My mind was racing. I still didn’t know what this man’s intentions were, but I could tell that whatever this was, it was wrong. My boss had been clear on his instructions but there was no way I was about to give this man any dogs. I resigned myself to the fact that I would be fired the next week for disobeying my boss’s orders and was sad that the job I enjoyed so much would end. But before I had to refuse the buncher’s request the man looked down the road, said he would not be taking any dogs that day, and quickly closed his truck and left.

I turned to where he had been looking and saw a woman driving slowly along, closely watching us. She was obviously on to his scheme and he didn’t want any trouble. The next week my boss told me that this woman had reported the buncher’s visit to his supervisors, and that the decision was made that the buncher would no longer be coming for dogs. I was immensely relieved and have never forgotten this woman’s courage and conviction to help the animals. She was a true angel.

I mention this because it is a clear indicator of how far our country has come in its treatment and concern for homeless animals. Thirty-five years later, pound seizure is almost unheard of and against the law in most states. These days, our department has even moved beyond the term “animal shelter” to use the more descriptive “animal care center.”

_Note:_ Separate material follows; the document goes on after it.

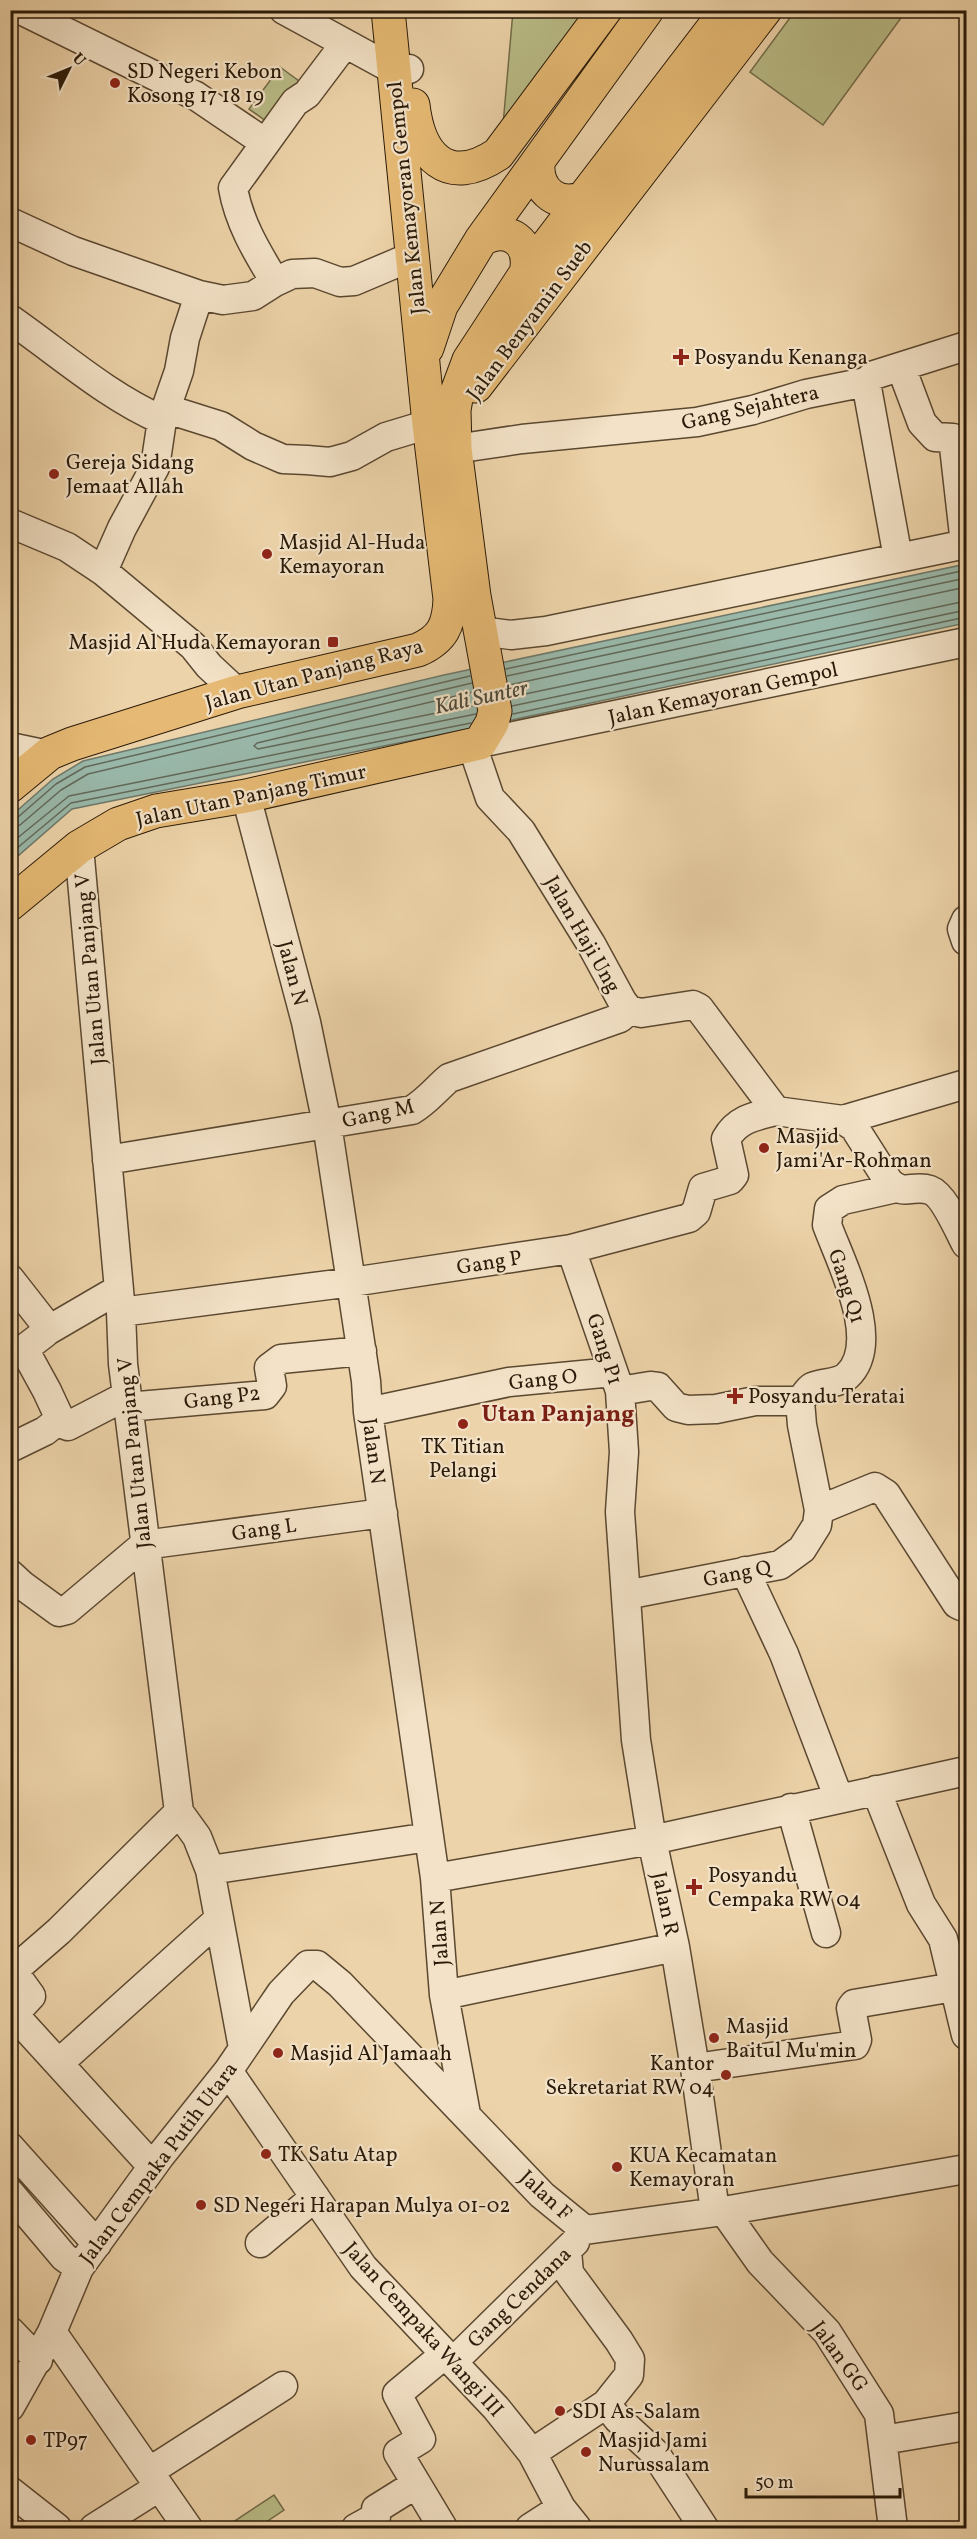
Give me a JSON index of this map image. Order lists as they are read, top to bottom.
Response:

Animal Care Center (ACC) is a better term to use to describe the wholistic and comprehensive services we provide. These include an industry-leading medical program for prevention, diagnosis, and treatments of illnesses and injuries; an animal behavior and enrichment division to ensure the mental and behavior well-being of the animals; partnerships with other organizations to increase adoption opportunities; transfer programs to relocate animals from our overpopulated ACCs to areas of the country with a shortage of homeless pets; a vibrant and engaged volunteer program, and much more. “Shelter” does not go far enough to describe what we do.

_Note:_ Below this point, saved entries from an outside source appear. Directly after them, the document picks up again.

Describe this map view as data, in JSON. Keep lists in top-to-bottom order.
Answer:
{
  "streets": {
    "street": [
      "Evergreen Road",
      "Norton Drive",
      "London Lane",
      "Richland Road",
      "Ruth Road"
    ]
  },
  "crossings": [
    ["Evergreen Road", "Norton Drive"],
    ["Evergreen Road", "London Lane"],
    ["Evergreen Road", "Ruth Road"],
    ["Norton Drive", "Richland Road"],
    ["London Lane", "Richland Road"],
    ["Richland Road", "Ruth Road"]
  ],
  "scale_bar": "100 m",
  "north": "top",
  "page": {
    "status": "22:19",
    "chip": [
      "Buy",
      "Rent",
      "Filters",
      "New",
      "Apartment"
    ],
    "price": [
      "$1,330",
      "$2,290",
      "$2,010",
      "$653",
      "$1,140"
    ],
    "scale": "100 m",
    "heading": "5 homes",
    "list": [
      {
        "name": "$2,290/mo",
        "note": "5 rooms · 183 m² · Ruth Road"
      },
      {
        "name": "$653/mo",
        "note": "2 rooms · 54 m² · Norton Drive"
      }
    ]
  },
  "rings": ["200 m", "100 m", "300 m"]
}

Volunteers and HHA members Tamy Rieder, Donna Hartnett, and Robin Kahrs

I saw some great examples of these operational practices when I spent a day at our Agoura Animal Care Center on January 21. I was thrilled to witness the adoption of Smokey, a beautiful German Shepherd who our staff and volunteers had been working tirelessly to find a new home for 136 days. Smokey had arrived at the ACC with the need for emergency abdominal surgery. The nonprofit organization that supports our Agoura ACC’s lifesaving efforts, Healthcare for Homeless Animals, paid for the surgery to save Smokey. Everyone was overjoyed that Smokey found his new forever home.

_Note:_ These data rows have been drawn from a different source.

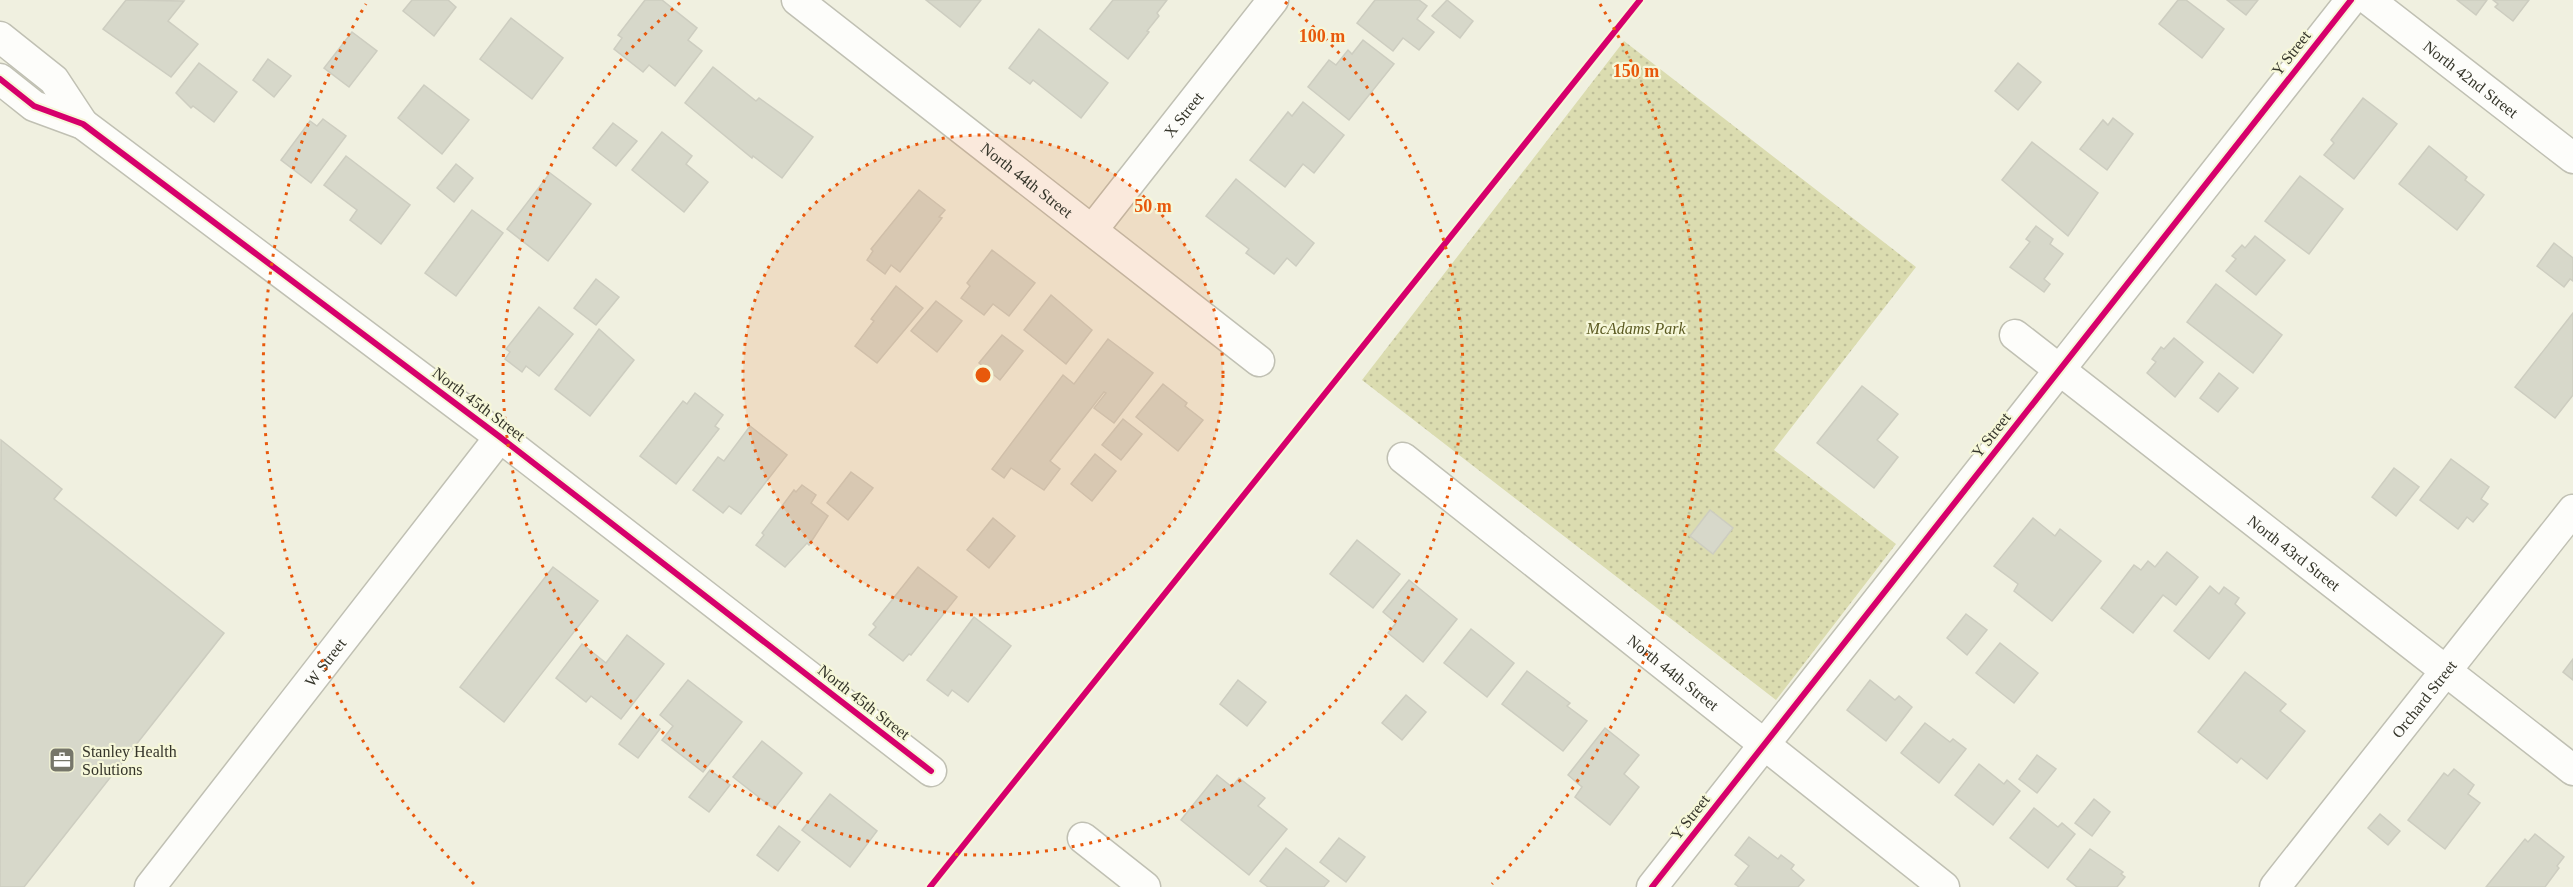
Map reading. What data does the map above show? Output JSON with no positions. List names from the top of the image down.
{
  "streets": {
    "street": [
      "Y Street",
      "North 42nd Street",
      "X Street",
      "North 44th Street",
      "North 45th Street",
      "North 43rd Street",
      "W Street",
      "Orchard Street"
    ]
  },
  "crossings": [
    ["Y Street", "North 44th Street"],
    ["Y Street", "North 43rd Street"],
    ["X Street", "North 44th Street"],
    ["North 45th Street", "W Street"],
    ["North 43rd Street", "Orchard Street"]
  ],
  "parks": ["McAdams Park"],
  "places": {
    "office": ["Stanley Health Solutions"]
  },
  "rings": ["100 m", "150 m", "50 m"]
}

A little female Australian Heeler puppy was surrendered by her owners. She was trembling and frightened. The compassionate medical staff and volunteers gently examined her and gave her lots of love. I vaccinated and dewormed her, and a volunteer found her an adorable pink princess sweater to wear. Our volunteers in the kennels couldn’t bear to put her in a dog run alone, so they held her and consoled her as she learned to acclimate to her new environment. Within an hour, a person expressed interest in adopting the puppy. Because state law requires we spay or neuter all dogs and cats prior to adoption, she couldn’t immediately go home with her new owner. A volunteer offered to bring her home to foster care for her until her surgery was performed. Everyone pulled together for both Smokey and this little puppy.

 

 

Words matter. Do the stories of Smokey and the little puppy make you think of “pound” or “animal care center”? I am so proud and grateful for the amazing work performed every day by our staff, volunteers, and engaged community partners. It is fitting that state law has changed its language to better describe the important work done by animal welfare agencies in California.